Raef didn’t say anything else. He just continued to stare at
the water and the odd, curling grass that floated like Medusa’s hair just
beneath the surface.

Nothing. He felt nothing.

“Raef, what is it? What’s happening?”

“Your sister couldn’t have died here.”

Lauren frowned at him. “Of course she did. That’s the one part
of the police report that was completely accurate.”

“How about the coroner’s report? Are you sure it
concurred?”

“Yes. The coroner listed her time of death as more than an hour
before the joggers called 9-1-1.”

“You’ve read it? You’ve seen the report?”

“Yes and yes. I’ve scoured over it. I practically have it
memorized, much to the TPD’s irritation. Raef, what is it?”

“There’s nothing here. No psychic Tracing of a death at all.
And that is impossible.”

Lauren opened her mouth, but instead of speaking, a strangled
gasp wrenched from her. She swayed, her eyes fluttering, and Raef moved quickly
to her side, steadying her by grasping her arm.
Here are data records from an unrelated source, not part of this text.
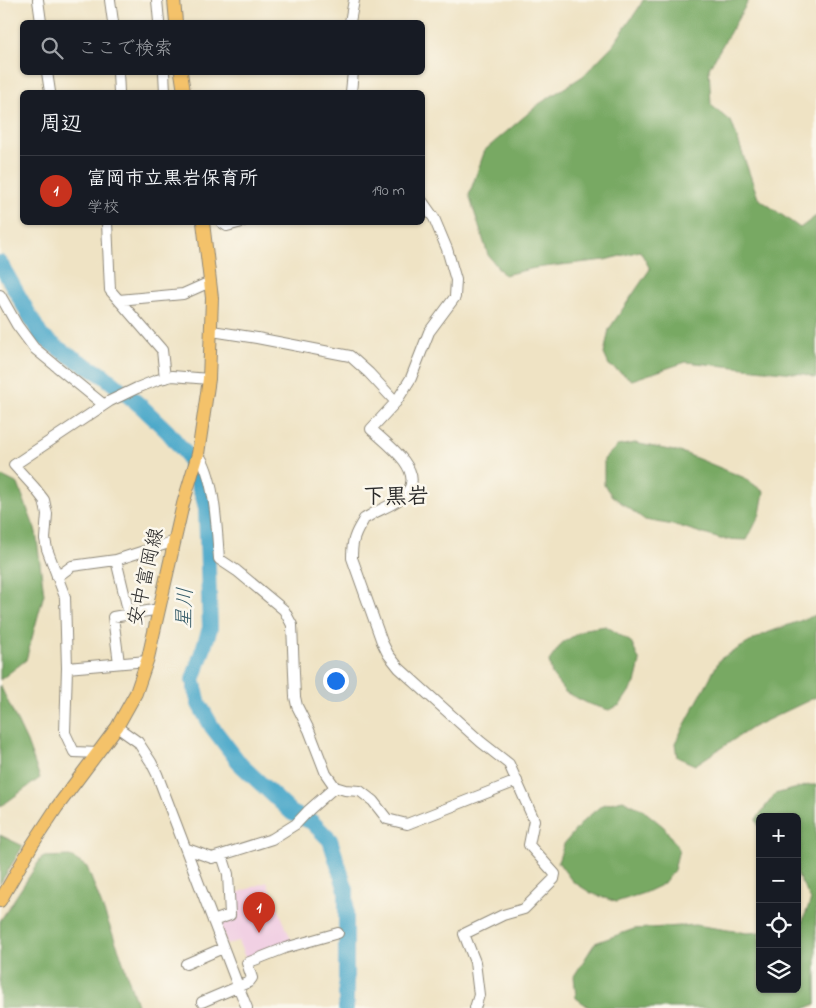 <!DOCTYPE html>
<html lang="ja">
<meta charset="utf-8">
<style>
body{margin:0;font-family:"Indie Flower","Klee One",sans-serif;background:#242831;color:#f1f3f6}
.controls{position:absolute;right:15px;bottom:15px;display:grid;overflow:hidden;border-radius:8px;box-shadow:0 1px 4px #0004}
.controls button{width:45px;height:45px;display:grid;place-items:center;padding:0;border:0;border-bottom:1px solid #363941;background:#171b24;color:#f1f3f6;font:25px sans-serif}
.you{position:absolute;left:335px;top:680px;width:18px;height:18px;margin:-12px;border:4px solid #fff;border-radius:50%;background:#1a73e8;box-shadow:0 0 0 8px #1a73e833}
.badge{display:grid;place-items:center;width:32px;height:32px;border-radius:50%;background:#c8321e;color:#fff;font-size:16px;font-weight:700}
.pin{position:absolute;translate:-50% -41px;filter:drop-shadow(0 1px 2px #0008)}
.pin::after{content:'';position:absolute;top:26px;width:18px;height:15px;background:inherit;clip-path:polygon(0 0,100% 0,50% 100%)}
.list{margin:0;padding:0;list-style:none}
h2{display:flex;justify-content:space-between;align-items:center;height:65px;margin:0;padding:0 20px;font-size:21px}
h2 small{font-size:16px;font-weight:400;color:#9ea1a6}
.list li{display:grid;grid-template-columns:32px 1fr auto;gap:15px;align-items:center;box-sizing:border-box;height:70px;padding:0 20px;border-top:1px solid #363941}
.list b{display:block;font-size:19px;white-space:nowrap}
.list p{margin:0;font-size:16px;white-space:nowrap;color:#9ea1a6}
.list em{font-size:16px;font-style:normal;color:#9ea1a6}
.icon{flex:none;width:28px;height:28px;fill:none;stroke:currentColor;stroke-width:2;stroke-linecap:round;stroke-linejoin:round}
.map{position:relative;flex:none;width:816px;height:1008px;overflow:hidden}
.search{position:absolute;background:#171b24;box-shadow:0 1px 4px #0004;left:20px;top:20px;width:405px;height:55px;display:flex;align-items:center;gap:12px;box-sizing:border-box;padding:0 18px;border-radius:8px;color:#9ea1a6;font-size:19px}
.panel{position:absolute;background:#171b24;box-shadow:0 1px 4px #0004;left:20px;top:90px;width:405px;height:135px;border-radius:8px}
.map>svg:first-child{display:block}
.built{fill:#f1d0e3}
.forest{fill:#78a963;stroke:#526a47}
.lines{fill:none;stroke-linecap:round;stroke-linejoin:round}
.river{stroke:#4aa7c9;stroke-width:16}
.minor-casing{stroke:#8d8778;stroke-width:12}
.major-casing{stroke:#8d8778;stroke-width:14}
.minor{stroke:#fff;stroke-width:10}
.major{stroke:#f4c26a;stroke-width:12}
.labels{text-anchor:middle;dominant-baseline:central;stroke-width:5;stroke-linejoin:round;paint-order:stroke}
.street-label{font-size:20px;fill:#2b2b2b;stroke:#fbf7ec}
.water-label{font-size:21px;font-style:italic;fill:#375d6a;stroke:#fbf7ec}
.quarter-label{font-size:22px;font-weight:bold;fill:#2b2b2b;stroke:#fbf7ec}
</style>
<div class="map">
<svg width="816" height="1008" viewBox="0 0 816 1008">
<rect width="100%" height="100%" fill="#fbf7ec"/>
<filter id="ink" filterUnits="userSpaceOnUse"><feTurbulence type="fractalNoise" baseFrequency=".02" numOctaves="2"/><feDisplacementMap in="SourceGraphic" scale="10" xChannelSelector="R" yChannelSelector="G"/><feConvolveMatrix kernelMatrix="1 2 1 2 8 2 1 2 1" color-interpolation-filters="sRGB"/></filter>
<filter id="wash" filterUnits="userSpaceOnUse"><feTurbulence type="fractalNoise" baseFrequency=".0096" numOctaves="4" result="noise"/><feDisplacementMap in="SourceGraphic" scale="20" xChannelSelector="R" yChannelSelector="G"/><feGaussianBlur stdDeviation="1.12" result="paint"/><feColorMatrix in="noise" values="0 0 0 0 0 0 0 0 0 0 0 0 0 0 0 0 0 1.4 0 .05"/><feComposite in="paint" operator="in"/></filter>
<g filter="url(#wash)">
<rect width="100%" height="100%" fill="#efe3c4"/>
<path class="built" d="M 267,882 L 293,944 L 246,960 L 238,941 L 227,944 L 219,924 L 232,918 L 232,895 Z"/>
<path class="forest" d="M 643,0 L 749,0 L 709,68 L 711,105 L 732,123 L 758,198 L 800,228 L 816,216 L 816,378 L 804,374 L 686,362 L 632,380 L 609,365 L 604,354 L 609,329 L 650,269 L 640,251 L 605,260 L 535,268 L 504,275 L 488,255 L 469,195 L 485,150 L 539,104 L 583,76 L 613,45 L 638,9 Z
M 635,443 L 684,453 L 745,478 L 764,492 L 760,514 L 747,540 L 720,539 L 679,526 L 645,520 L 612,496 L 604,485 L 604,459 L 617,446 Z
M 2,476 L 18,484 L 36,532 L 44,594 L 26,660 L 0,680 L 0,478 Z
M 816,615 L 816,697 L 753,727 L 695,765 L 677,757 L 675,743 L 720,659 L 764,634 Z
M 606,626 L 631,642 L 640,662 L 635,683 L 620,705 L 609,710 L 589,704 L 565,692 L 552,675 L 549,661 L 562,643 L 585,629 Z
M 0,685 L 27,742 L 40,778 L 0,807 Z
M 809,785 L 816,785 L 816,1004 L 806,1008 L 590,1008 L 576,998 L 574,976 L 595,943 L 634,929 L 696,925 L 747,933 L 760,932 L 760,989 L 797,989 L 797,928 L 800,927 L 811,900 L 797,874 L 797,817 L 760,817 L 760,830 L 756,819 L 775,794 Z
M 623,800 L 643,810 L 664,827 L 679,849 L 674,870 L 663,884 L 644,893 L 616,902 L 591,893 L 572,881 L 558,862 L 564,844 L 583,821 L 602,805 Z
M 0,835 L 23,846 L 0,884 Z
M 70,856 L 87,867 L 120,953 L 138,1008 L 0,1008 L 0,921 L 42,857 Z"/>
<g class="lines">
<path class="river" d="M 0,263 L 41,336 L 65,353 L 104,376 L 142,407 L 168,432 L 187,455 L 203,496 L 206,508 L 210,628 L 193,680 L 199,704 L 212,727 L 241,765 L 292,813 L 312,822 L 330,840 L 346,890 L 346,1008"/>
</g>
</g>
<g filter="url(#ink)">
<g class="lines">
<defs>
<path id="minor" d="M 38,0 L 41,22
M 110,0 L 113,22
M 157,0 L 159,22
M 350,22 L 354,0
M 47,72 L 50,92
M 118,72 L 119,92
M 164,72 L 165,92
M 351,92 L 353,72
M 422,201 L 434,218 L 447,249 L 456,280 L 455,297 L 429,332 L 411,378 L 396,402 L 371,429 C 382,439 395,449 404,461 C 426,491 396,502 374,513 C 371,515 367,517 364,519 C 363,521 362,523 360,526 C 353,538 352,545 352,558 L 382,642 L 388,654 L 399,668 L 481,742 L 509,764 L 534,820 L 529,845 L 555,874 L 554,879 L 524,909 L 503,915 L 464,934 L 475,962 L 479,995 L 475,1008
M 107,222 L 110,290 L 162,350 L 165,378
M 221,222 L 227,226 L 242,222
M 0,295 L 17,325 L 34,348 L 104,405
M 119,300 L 183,294 L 210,282
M 212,331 L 257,338 L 350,356 L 369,373 L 396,402
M 198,454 C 215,475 217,532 219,559 L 237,571 L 284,610 L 292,625 L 295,697 L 297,706 L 309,730 L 326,774 L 335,787 L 345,790 L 360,791 L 373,801 L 387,819 L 407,824 L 517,781
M 116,560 L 129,614
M 57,577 L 72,566 L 116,560 L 175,541
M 119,663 L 113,617 L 159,609
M 67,668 L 147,661
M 117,727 L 138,742 L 151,762 L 157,774 L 238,986 L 247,1008
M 98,753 L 74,752 L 65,733 L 67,668 L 65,597 L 47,549 L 45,539 L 47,514 L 44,500 L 34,487 L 14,465 L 110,401 L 137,388 L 157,380 L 172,376 L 209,379
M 187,849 L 212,858 L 272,839 L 296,824 L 309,810 L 335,787
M 213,921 L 230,915 L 228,874 L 222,855
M 186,964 L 223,948
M 202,1002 L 249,982 L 252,978 L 247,963 L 285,948 L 338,933"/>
<path id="major" d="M 174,0 L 176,22
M 181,72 L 184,92
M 0,901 L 32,845 L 57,807 L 117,727 L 136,693 L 148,658 L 183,504 L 198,454 L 209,379 L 212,298 L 203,222"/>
</defs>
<use href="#minor" class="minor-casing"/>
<use href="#major" class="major-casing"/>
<use href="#minor" class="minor"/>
<use href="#major" class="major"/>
</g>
</g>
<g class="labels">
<g class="street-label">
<text transform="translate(147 577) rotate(-77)">安中富岡線</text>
</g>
<g class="water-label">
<text transform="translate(186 608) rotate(-88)">星川</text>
</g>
<g class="quarter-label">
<text x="396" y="498">下黒岩</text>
</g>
</g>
</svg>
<div class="controls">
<button>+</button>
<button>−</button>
<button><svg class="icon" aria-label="locate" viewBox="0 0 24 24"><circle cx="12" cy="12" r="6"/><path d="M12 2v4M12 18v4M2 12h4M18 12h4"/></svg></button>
<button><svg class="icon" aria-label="layers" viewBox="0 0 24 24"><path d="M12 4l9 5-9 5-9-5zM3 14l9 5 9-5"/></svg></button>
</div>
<div class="you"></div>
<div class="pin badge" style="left:259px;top:933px">1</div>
<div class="search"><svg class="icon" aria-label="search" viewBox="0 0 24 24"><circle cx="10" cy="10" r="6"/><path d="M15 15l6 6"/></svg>ここで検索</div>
<section class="panel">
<h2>周辺<small></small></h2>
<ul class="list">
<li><span class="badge">1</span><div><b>富岡市立黒岩保育所</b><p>学校</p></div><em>190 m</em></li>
</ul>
</section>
</div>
“Easy there. I’ll figure this out and—” His words broke off
abruptly as emotions rippled through him. But they weren’t death scene emotions,
familiar if numbing in their violence. Instead, joy and warmth and a poignant
sense of longing filled him. He tried to throw up his mental barriers, but his
traitorous Gift ignored it, leaving him naked and defenseless to the onslaught.
Then the air beside Lauren rippled and her twin’s ethereal body manifested.
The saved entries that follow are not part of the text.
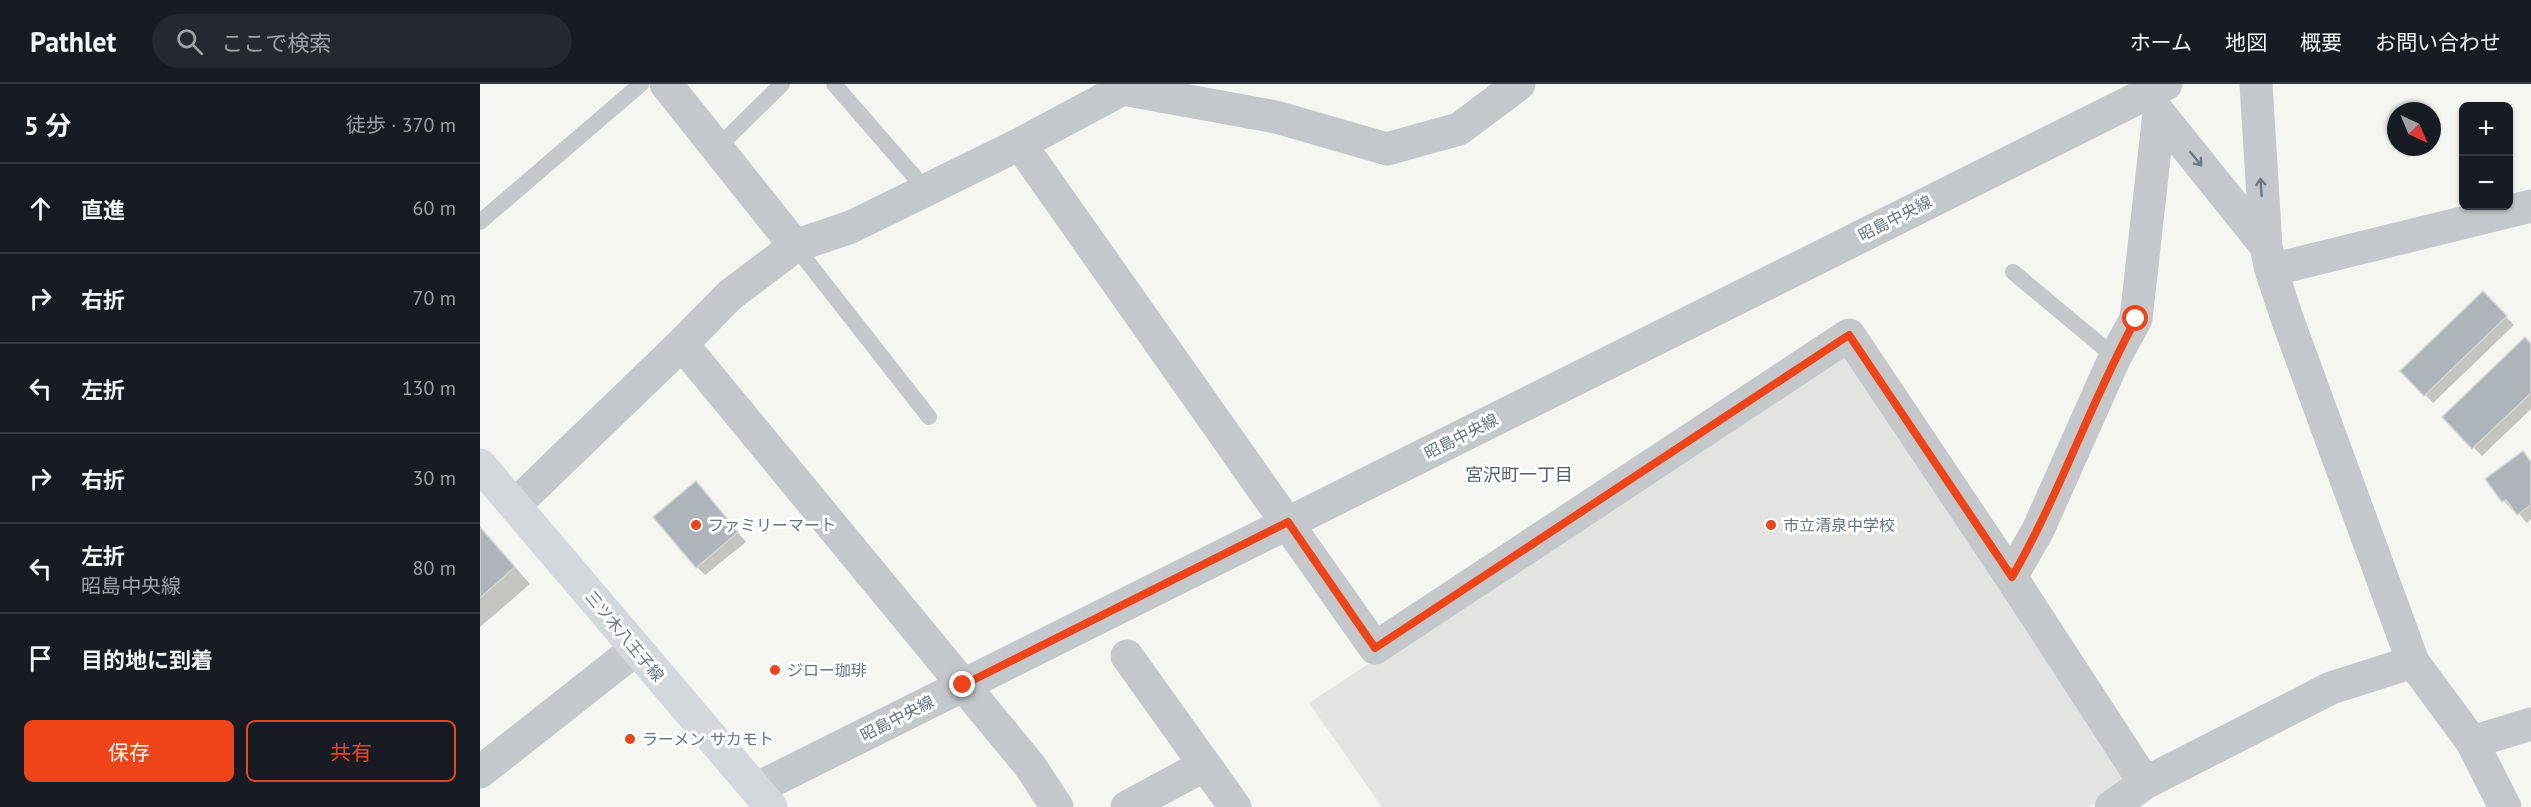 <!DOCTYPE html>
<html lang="ja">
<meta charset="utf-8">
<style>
body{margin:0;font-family:"PT Sans","Noto Sans JP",sans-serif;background:#242831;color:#f1f3f6}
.controls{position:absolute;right:18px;top:18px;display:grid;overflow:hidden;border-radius:9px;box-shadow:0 2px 4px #0004}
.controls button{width:54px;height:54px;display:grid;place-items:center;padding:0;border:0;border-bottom:2px solid #363941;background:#171b24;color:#f1f3f6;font:30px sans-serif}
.compass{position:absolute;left:1907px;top:18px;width:54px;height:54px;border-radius:50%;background:#171b24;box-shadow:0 2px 4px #0004;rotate:136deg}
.stop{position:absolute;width:18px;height:18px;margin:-14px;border:4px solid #ef4417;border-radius:50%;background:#fff}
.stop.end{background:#ef4417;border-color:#fff;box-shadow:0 2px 6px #0008}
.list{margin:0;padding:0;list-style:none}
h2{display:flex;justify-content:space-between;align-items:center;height:78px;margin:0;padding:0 24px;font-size:26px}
h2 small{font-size:20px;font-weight:400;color:#9ea1a6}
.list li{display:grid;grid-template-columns:39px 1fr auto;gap:18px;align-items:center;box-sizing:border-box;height:90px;padding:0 24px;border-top:2px solid #363941}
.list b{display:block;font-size:22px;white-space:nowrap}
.list p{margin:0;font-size:20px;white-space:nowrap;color:#9ea1a6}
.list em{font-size:20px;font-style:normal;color:#9ea1a6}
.actions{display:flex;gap:12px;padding:18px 24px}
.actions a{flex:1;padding:14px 0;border:2px solid #ef4417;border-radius:9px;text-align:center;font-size:21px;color:#ef4417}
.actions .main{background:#ef4417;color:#fff}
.icon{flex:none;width:33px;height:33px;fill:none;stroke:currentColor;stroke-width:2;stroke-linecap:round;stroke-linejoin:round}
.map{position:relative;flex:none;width:2051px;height:723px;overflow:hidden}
header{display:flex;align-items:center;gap:36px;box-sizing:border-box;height:84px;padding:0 30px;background:#171b24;border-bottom:2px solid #363941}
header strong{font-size:28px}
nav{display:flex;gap:33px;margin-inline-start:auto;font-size:21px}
.search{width:420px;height:54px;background:#242831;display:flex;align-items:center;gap:15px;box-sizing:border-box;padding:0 21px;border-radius:33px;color:#9ea1a6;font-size:22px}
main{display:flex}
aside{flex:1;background:#171b24}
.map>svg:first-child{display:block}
.built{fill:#e3e4e2}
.shadow{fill:#0003}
.building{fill:#adb5ba;stroke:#d6d6d4;stroke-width:1.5}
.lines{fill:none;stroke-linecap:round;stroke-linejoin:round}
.service{stroke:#c4c8cb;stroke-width:16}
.minor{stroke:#c4c8cb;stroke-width:33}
.tertiary{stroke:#c4c8cb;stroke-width:33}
.secondary{stroke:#d2d8dc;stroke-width:33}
.oneway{stroke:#677a88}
.route{stroke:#ef4417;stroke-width:8}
.poi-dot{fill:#ef4417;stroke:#fff;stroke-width:2}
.labels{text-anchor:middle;stroke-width:6;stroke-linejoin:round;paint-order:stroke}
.street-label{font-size:16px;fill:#627684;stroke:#fff}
.poi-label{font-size:16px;fill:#627684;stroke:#fff;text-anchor:start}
.neighbourhood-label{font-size:18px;fill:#505e69;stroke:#fff}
</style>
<header>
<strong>Pathlet</strong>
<div class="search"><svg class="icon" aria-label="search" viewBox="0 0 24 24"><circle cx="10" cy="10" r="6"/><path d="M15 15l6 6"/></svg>ここで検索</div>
<nav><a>ホーム</a><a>地図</a><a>概要</a><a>お問い合わせ</a></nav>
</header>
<main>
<aside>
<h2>5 分<small>徒歩 · 370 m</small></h2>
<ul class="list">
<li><svg class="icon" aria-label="ahead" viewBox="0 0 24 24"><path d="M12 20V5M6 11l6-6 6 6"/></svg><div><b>直進</b></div><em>60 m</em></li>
<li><svg class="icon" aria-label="right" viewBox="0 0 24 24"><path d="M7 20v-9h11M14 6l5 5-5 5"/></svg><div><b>右折</b></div><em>70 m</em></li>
<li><svg class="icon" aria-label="left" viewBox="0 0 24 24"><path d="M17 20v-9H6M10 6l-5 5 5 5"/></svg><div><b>左折</b></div><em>130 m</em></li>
<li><svg class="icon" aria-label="right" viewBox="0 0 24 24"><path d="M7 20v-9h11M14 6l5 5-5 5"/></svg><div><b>右折</b></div><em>30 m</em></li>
<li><svg class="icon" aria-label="left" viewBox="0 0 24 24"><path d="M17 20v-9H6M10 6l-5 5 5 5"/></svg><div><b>左折</b><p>昭島中央線</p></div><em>80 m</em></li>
<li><svg class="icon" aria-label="arrive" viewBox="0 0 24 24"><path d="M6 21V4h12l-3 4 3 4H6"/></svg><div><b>目的地に到着</b></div></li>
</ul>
<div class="actions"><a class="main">保存</a><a>共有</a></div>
</aside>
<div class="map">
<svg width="2051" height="723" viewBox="0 0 2051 723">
<rect width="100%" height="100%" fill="#f5f5f1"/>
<path class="built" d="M1366,264L1650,693L1609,723H902L829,619Z"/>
<path class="shadow" d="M2003,209L2034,241L1953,319L1922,287Z
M2051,261V325L2002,372L1964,333Z
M2043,369L2051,378V435L2047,439L2034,424L2032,426L2024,417L2008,395Z
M224,408L266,458L225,491L217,483Z
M0,443L50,500L0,543Z"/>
<path class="building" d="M2003,207L2027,232L1944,312L1920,287Z
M2045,253L2051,260V309L1992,365L1962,333Z
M2043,367L2051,378V421L2037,431L2026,416L2022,418L2005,395Z
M216,397L258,448L216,484L173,433Z
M0,443L35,483L0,514Z"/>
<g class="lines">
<path class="service" d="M354,0L446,106
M237,64L302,0
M0,138L161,0
M315,162L449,333
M1533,188L1635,273"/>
<path class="minor" d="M186,0L315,162
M1776,0L1786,162L1791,186L1808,237L1933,578L1992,658L2025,723
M643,5L796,33L907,65L979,45L1039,0
M1679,29L1786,162
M540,60L895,564L1369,251L1531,493L1665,699
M1791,186L2051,122
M202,260L550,682L577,723
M35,421L202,260L250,211L315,162L371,143L540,60L652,0
M1531,493L1558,446L1635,273L1656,235L1679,29
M647,572L755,723
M1992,658L2051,640
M0,688L156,565
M647,723L725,681
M1631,723L1665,699L1851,604L1933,578"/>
<path class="tertiary" d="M276,705L1686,0"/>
<path class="secondary" d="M0,381L291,723"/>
</g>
<defs><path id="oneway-shaft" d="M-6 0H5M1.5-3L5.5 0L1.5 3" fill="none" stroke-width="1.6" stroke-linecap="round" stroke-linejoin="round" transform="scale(1.5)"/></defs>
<g class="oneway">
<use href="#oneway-shaft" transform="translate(1716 75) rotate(51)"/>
<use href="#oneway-shaft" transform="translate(1781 103) rotate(-94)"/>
</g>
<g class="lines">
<path class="route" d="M483,601L808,438L895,564L1369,251L1532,493C1580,410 1610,319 1656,235"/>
</g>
<g class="poi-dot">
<circle cx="216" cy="441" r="6"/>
<circle cx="1291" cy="441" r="6"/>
<circle cx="295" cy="586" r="6"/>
<circle cx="150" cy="655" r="6"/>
</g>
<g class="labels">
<g class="street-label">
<text transform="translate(1415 134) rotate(-27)" y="6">昭島中央線</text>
<text transform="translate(981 352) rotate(-27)" y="6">昭島中央線</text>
<text transform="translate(145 552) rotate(50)" y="6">三ツ木八王子線</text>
<text transform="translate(417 634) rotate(-27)" y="6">昭島中央線</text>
</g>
<g class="poi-label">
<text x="228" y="447">ファミリーマート</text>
<text x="1303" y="447">市立清泉中学校</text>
<text x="307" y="592">ジロー珈琲</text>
<text x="162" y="661">ラーメン サカモト</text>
</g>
<g class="neighbourhood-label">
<text x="1039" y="397">宮沢町一丁目</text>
</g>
</g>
</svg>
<div class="controls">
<button>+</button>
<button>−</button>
</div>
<svg class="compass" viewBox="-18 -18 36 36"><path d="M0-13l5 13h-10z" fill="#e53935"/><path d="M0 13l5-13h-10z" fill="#9ea1a6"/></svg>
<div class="stop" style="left:1656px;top:235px"></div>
<div class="stop end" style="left:483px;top:601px"></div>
</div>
</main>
“I knew you’d come. I knew you wouldn’t
let us down. I remembered you from that article in
Oklahoma
Today
magazine last year.”
She grinned impishly.
“It said you were the best psychic detective in
Oklahoma—that you were like an Old West sheriff. You always got your
man.”

Raef swallowed hard, trying to pull himself together.
I can feel her joy!
Never before. Never during the
twenty-five years his Gift had manifested had he ever felt a positive emotion
from any spirit.

Aubrey laughed and the sound washed through his body like
magic, sensitizing his nerves and his skin so that the fine dark hair on his
forearms prickled as if she had just run a teasing, caressing hand over
them.

“Ah, come on, Kent, relax. You look like
you’ve seen a ghost,”
she said, still smiling joyously.

“Raef.” He ground the word out automatically, the usual
gruffness of his voice intensified by the force of the emotions filling him.
“People call me Raef.”

“I’m not going to,”
Aubrey said.
“I like Kent better. Plus, you can’t really call me a
person anymore, can you?”

Raef just stared at her. Had a spirit ever called him anything?
No, hell, no, none of them had. He usually just Tracked the negative emotions
left by the bad guys. He followed violence and hatred and fear until it led him
to a living murderer. Ghosts didn’t have shit to do with him.

Until
this
ghost.

Aubrey’s gaze went from him to sweep around Swan Lake.
“It’s beautiful here, don’t you think? The trees are
particularly lovely. So wise and strong, like soldiers standing
guard.”
She turned shimmering blue eyes back to him.
“They must take a lot of care.”

As soon as she’d spoken the words Raef felt it. The slicing
pain hit him as Aubrey’s semitransparent body doubled over. Lauren moaned, and
her arm trembled violently under his grasp.